In August 1990, the United States Secretary of Labor also commenced an action against the State (Reich v State of New York, 1994 US Dist LEXIS 6743, 1994 WL 263594 [US Dist Ct, ND NY, May 19, 1994, Munson, J.]) seeking, inter alia, to enjoin the State from violating the overtime provisions of the FLSA and to restrain the State from withholding unpaid overtime wages. Claimants and the Secretary eventually moved, inter alia, for partial summary judgment on the issue of whether ECOs, ECIs and Rangers are entitled to overtime compensation under the FLSA. The State moved to dismiss the actions. Because the cases were related, the District Court ruled on the motions submitted in both cases in a single decision and order, granting claimants’ and the Secretary’s motions on the issue of liability and denying the State’s motion seeking dismissal of the actions, and directed the parties to prepare for trial on the issue of damages. The State did not appeal.

Thereafter, as a consequence of the United States Supreme Court’s, holding in Seminole Tribe v Florida (517 US 44), the State moved before District Court to dismiss claimants’ case on the ground that the Eleventh Amendment of the US Constitution precludes a private citizen from suing a State in Federal court; District Court granted the State’s motion and dismissed the complaint. Within 30 days of the dismissal of their action in District Court, claimants filed this action in the Court of Claims seeking, inter alia, to recover unpaid overtime compensation pursuant to the FLSA. In their first cause of action, claimants alleged that they are entitled to overtime compensation at the rate of one and one-half times their regular pay for hours worked in excess of [40] hours per week pursuant to 29 USC § 207 (a) (l).1 In their second claim, claimants stated that “[i]n the event it may be determined that [claimants] are employees covered under the limited overtime exception set forth *737in 29 U.S.C. § 207(k)[2] and only in that event, then [claimants] allege in the alternative that * * * [the State] must pay overtime compensation to [claimants] at a rate not less than one and one-half times their regular rate of pay for hours worked in excess of [40] hours in a 7-day work period”.

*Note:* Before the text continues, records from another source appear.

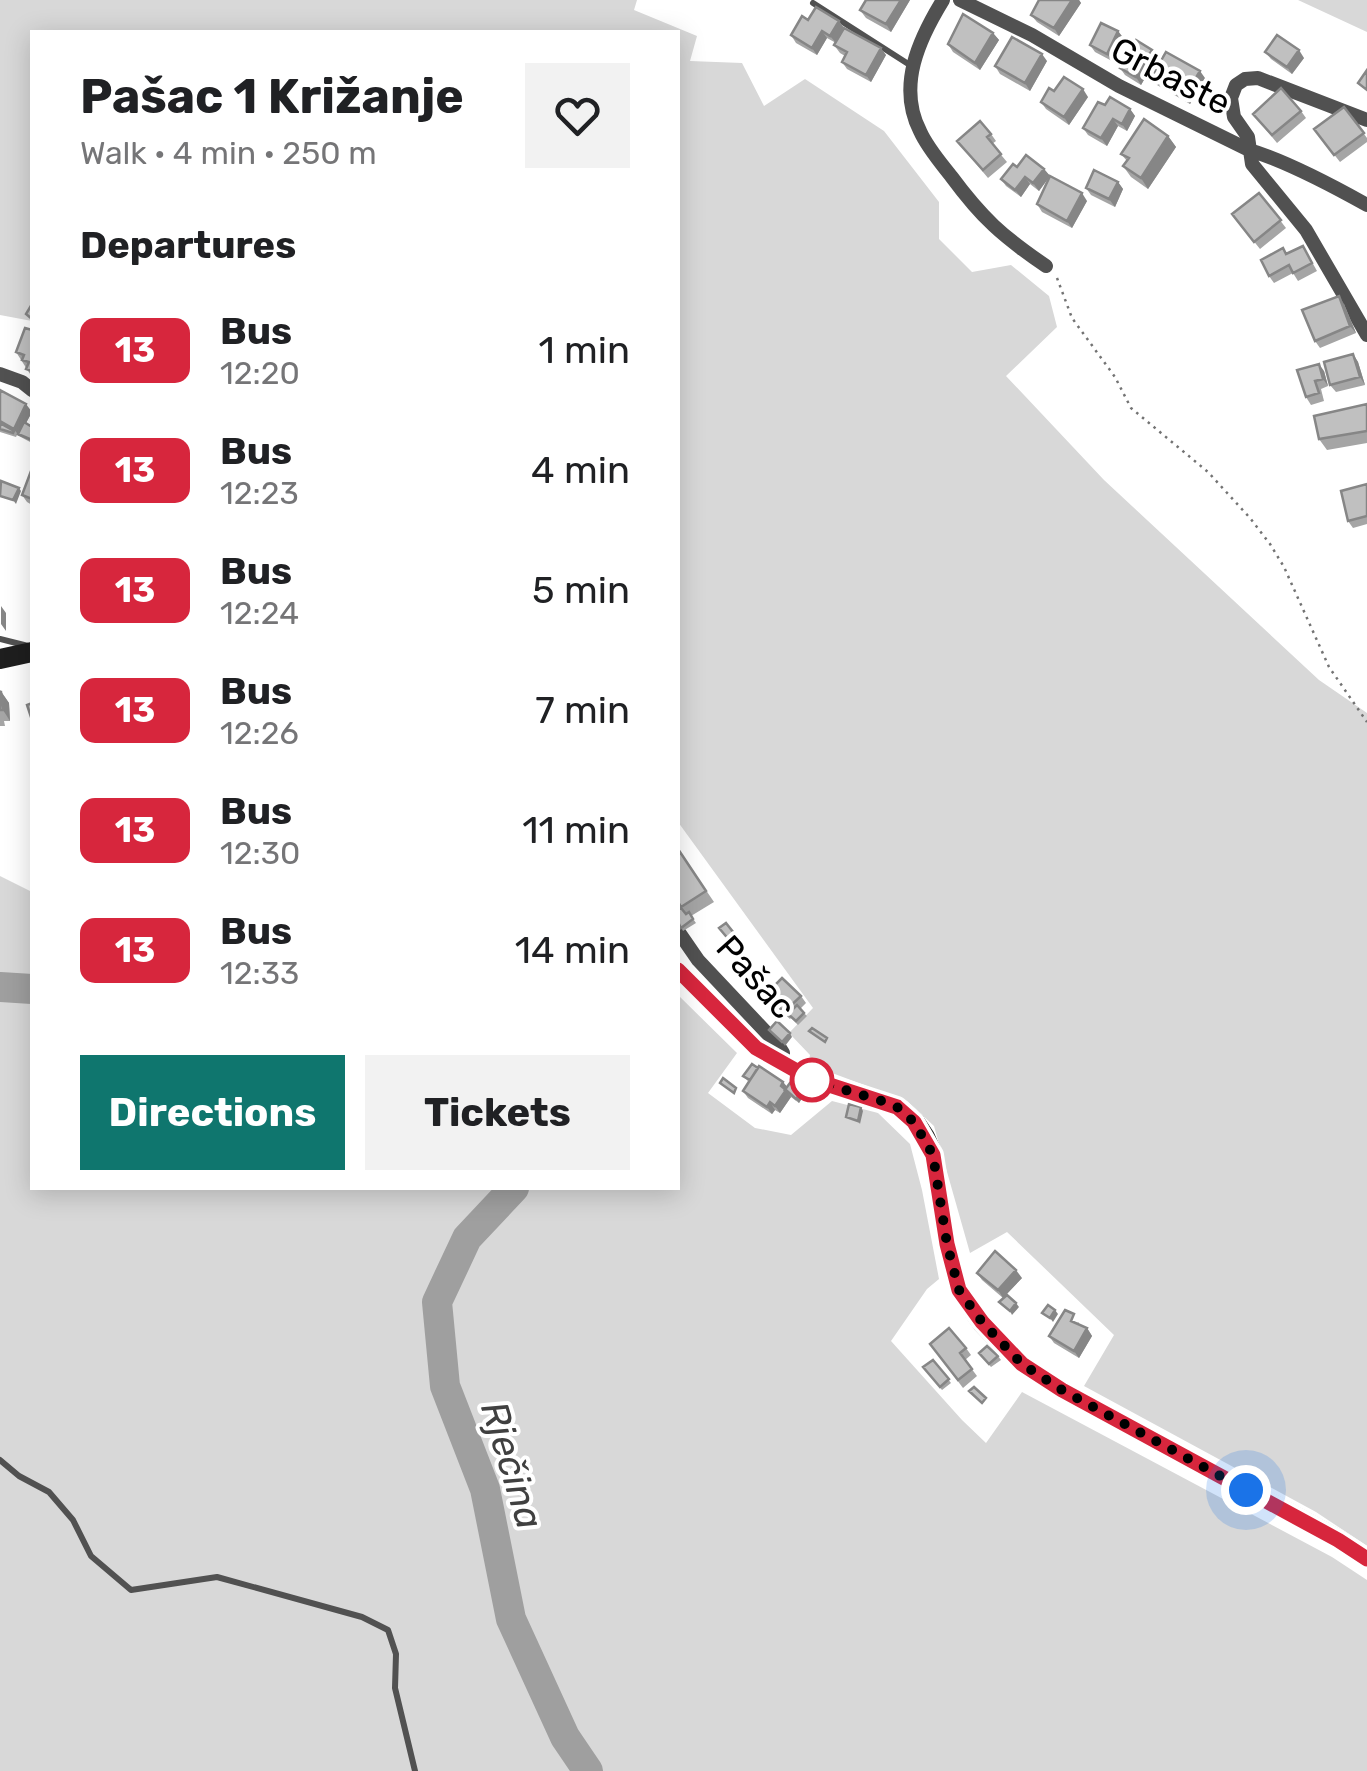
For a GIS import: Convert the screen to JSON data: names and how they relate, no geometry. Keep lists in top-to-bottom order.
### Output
{
  "streets": {
    "street": ["Grbaste", "Pašac"]
  },
  "water": ["Rječina"],
  "lines": ["bus line 13"],
  "page": {
    "heading": [
      ["Pašac 1 Križanje", "Walk · 4 min · 250 m"],
      "Departures"
    ],
    "list": [
      {
        "mark": "13",
        "name": "Bus",
        "note": "12:20",
        "value": "1 min"
      },
      {
        "mark": "13",
        "name": "Bus",
        "note": "12:23",
        "value": "4 min"
      },
      {
        "mark": "13",
        "name": "Bus",
        "note": "12:24",
        "value": "5 min"
      },
      {
        "mark": "13",
        "name": "Bus",
        "note": "12:26",
        "value": "7 min"
      },
      {
        "mark": "13",
        "name": "Bus",
        "note": "12:30",
        "value": "11 min"
      },
      {
        "mark": "13",
        "name": "Bus",
        "note": "12:33",
        "value": "14 min"
      }
    ],
    "buttons": ["Directions", "Tickets"]
  }
}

The State moved to dismiss the action on the grounds that, inter alia, claimants did not timely file their action and that the pending action by the Secretary in District Court precluded claimants’ action. Claimants opposed the motion and cross-moved for partial summary judgment on the issue of the State’s liability under 29 USC § 207 (a) (1) based upon the doctrine of collateral estoppel in light of the District Court’s decision stating that claimants were entitled to overtime compensation under 29 USC § 207 (a) (1). The Court of Claims denied the State’s motion to dismiss and partially granted claimants’ cross motion finding, inter alia, that collateral estoppel applied and thus claimants are “entitled to overtime pay at a rate of one and one-half times their regular salary for hours worked in excess of forty hours per week”. The State now appeals.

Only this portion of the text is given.